Figure 3: A single console to manage resources across on-premises and cloud environments

We created a hybrid linked mode between the cloud vCenter and on-premises vCenter. This allowed us to use a single console to manage all our inventory across the hybrid cloud.  As shown in Figure 3, the cloud inventory included a single Client-VM provisioned in the compute workload resource pool and the on-premises inventory included three VMs including NSX-Edge VM, Client-VM and a Server VM.

Measuring vMotion performance

The following metrics were used to understand the performance implications of vMotion:

  • Migration time: Total time taken for migration to complete
  • Switch-over time: Time during which the VM is quiesced to enable switchover from on-premises to cloud, and vice versa
  • Guest penalty: Performance impact on the applications running inside the VM during and after the migration

Benchmark methodology

We investigated the impact of hybrid vMotion on a Microsoft SQL Server database performance using the open-source DVD Store 3 (DS3) benchmark, which simulates many customers performing typical actions in an online DVD Store (logging in, browsing, buying, reviewing, and so on).

The test scenario used a Windows Server 2012 VM configured with 8 VCPUs, 8 GB memory, 40 GB disk, and a SQL Server database size of 5 GB. As shown in figures 2 and 3, we used two concurrent DS3 clients, one client running on-premises, and a second client running on the cloud. Each client used a load of five DS3 users with 0.02 seconds of think time. We started the migration during the steady-state period of the benchmark when the CPU utilization (esxtop %USED counter) of the SQL Server VM was close to 275%, and the average write IOPS was 80.

Test results

Figure 4: SQL Server throughput at given time: before, during, and after hybrid vMotions

Figure 4 plots the performance of a SQL Server VM in total orders processed per second during vMotion from on-premises to cloud, and vice versa. In our tests, both DS3 benchmark drivers were configured to report the performance data at a fine granularity of 1 second (the default is 10 seconds). As shown in figure 4, the impact on SQL Server throughput was minimal during vMotion in both directions. The total throughput remained steady in the range of 75 operations throughout the test period. The vMotion durations from on-premises to cloud, and vice versa were 415 seconds, and 382 seconds, respectively, with the network throughput ranging between 500 to 900 megabits per second (Mbps). The switch-over time was about 0.6 seconds in both vMotions. The few minor dips in throughput shown in the figure were due to the variance in available network bandwidth on the shared AWS Direct Connect link.

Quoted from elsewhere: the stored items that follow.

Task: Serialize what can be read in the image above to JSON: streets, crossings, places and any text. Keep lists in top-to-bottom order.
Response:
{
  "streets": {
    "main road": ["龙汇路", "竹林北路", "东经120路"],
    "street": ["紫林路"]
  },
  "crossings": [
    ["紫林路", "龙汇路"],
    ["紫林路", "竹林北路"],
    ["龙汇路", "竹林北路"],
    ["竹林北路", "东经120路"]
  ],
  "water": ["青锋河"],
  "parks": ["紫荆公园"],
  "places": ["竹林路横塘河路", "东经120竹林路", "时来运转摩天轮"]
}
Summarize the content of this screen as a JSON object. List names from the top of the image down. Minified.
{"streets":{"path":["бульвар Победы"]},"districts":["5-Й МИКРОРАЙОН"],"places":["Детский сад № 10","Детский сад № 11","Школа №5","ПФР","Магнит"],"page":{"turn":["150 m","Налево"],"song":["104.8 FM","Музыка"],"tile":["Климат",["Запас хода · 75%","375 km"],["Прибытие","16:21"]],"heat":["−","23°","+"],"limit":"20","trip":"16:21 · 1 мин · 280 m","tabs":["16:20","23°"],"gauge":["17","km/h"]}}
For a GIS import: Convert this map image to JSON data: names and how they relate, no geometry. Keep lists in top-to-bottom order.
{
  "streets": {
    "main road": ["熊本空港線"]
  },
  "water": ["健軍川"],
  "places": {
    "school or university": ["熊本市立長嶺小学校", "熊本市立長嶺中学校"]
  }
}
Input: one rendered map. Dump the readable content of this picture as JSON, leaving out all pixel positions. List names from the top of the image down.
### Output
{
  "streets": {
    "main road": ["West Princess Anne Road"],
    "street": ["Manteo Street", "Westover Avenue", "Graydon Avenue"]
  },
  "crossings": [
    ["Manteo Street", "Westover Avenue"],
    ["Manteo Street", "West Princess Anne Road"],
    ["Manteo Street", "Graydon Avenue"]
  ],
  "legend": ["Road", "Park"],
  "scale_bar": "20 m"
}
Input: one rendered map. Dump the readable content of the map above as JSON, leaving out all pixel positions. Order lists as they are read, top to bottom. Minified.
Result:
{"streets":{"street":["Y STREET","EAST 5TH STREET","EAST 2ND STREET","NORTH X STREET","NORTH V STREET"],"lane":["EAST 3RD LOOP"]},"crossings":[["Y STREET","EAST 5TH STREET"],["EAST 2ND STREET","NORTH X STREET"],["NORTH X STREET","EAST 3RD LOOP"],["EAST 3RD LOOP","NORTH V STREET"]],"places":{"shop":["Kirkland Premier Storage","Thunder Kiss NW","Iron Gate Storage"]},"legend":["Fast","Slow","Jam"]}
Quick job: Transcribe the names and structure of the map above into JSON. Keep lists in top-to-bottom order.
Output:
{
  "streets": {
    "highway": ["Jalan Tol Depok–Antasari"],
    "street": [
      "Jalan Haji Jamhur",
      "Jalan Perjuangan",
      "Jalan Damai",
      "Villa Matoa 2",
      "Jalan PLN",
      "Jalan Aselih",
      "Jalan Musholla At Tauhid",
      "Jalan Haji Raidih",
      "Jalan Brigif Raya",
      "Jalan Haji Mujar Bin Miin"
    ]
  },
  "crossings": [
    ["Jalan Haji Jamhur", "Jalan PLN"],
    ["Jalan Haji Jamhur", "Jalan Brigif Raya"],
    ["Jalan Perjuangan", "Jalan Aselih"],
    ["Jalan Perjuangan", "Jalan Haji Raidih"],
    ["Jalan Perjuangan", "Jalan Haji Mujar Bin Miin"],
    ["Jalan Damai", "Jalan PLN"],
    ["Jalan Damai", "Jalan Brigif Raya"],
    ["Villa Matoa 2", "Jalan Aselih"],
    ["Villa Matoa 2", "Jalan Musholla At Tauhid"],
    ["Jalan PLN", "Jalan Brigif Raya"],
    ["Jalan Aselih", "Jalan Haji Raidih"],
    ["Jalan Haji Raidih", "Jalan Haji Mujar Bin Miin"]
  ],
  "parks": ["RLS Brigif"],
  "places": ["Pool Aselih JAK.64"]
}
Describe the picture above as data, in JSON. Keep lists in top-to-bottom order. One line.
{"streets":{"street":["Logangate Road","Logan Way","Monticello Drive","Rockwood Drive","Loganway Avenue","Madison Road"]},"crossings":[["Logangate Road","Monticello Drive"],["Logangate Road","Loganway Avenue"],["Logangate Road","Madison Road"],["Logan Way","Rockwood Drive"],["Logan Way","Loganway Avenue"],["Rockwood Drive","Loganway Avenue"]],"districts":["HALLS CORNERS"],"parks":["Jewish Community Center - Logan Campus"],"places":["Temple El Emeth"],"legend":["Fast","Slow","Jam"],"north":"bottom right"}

Figure 5: Breakdown of SQL Server throughput reported by the on-premises and cloud clients

Figure 5 illustrates the impact of network latency on the throughput. While the total SQL Server throughput remained steady during the entire test period, the throughput reported by both on-premises and cloud clients varied based on their proximity to the SQL Server VM. For instance, throughput reported by the on-premises client drops from 65 operations to 10 operations when the SQL Server VM was onboarded to the cloud and jumps back to 65 operations after the SQL Server VM is migrated back to the on-premises environment.

The throughput variation seen by the two DS3 clients is not unique to our hybrid cloud environment and can be explained by Little’s Law.

Little’s Law

In queueing theory, Little’s Law theorem states that the average number (L) of customers in a stable system is equal to the average arrival rate (λ) multiplied by the average time (W) that a customer spends in the system. Expressed algebraically, the law is: L = λ × W

Figure 6: Little’s Law applicability in hybrid cloud performance testing

Figure 6 shows how Little’s Law can be applied to our hybrid cloud environment to relate the DS3 users, SQL server throughput, SQL Server processing time, and the network latency. The formula derived in figure 6 explains the impact of the network latency on the throughput (orders per second) when the benchmark load (DS3 users) is fixed. It should be noted, however, that although the throughput reported by both the clients varied due to the network latency, the aggregate throughput remained a constant. This is because the throughput decrease seen by one client is offset by the throughput increase seen by the other client.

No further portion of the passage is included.